== Exercise ==
Return the data verbatim, without pictures.

== Supplied material ==
↓↓↓
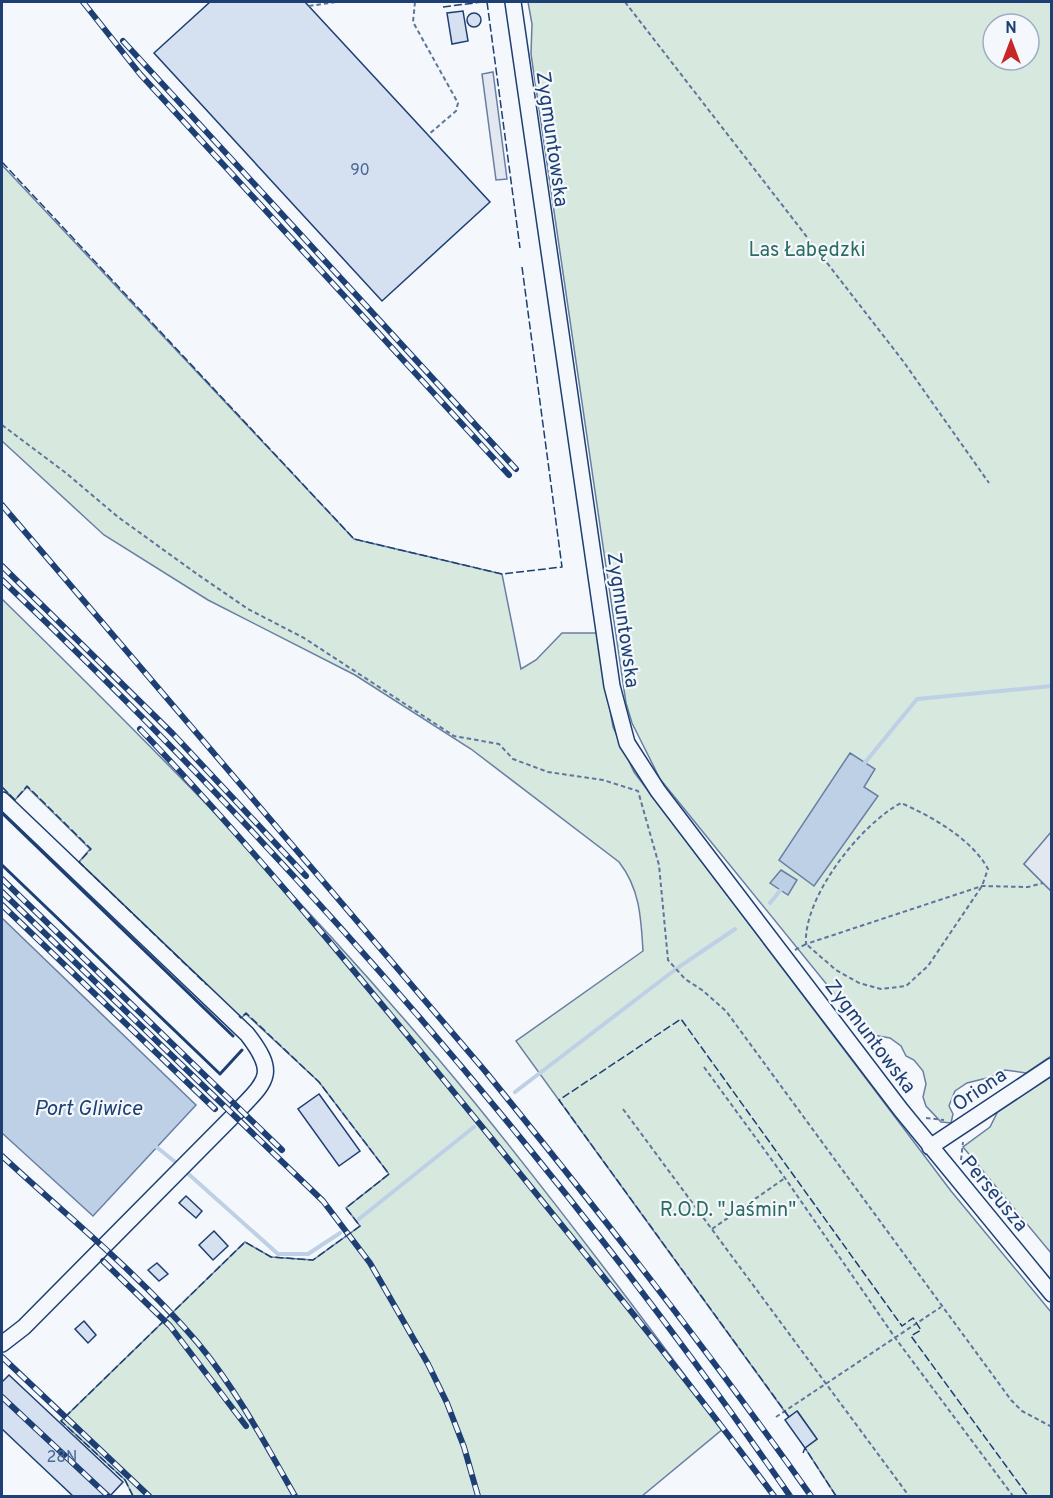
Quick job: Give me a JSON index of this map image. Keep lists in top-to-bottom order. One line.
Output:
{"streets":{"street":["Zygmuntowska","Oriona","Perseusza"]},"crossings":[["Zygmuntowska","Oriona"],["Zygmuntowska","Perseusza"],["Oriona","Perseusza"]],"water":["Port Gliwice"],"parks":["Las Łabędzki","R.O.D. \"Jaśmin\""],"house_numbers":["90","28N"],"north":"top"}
↑↑↑
== Answer area ==
Quick job: Give me a JSON index of this map image. Keep lists in top-to-bottom order. One line.
Output:
{"streets":{"street":["Zygmuntowska","Oriona","Perseusza"]},"crossings":[["Zygmuntowska","Oriona"],["Zygmuntowska","Perseusza"],["Oriona","Perseusza"]],"water":["Port Gliwice"],"parks":["Las Łabędzki","R.O.D. \"Jaśmin\""],"house_numbers":["90","28N"],"north":"top"}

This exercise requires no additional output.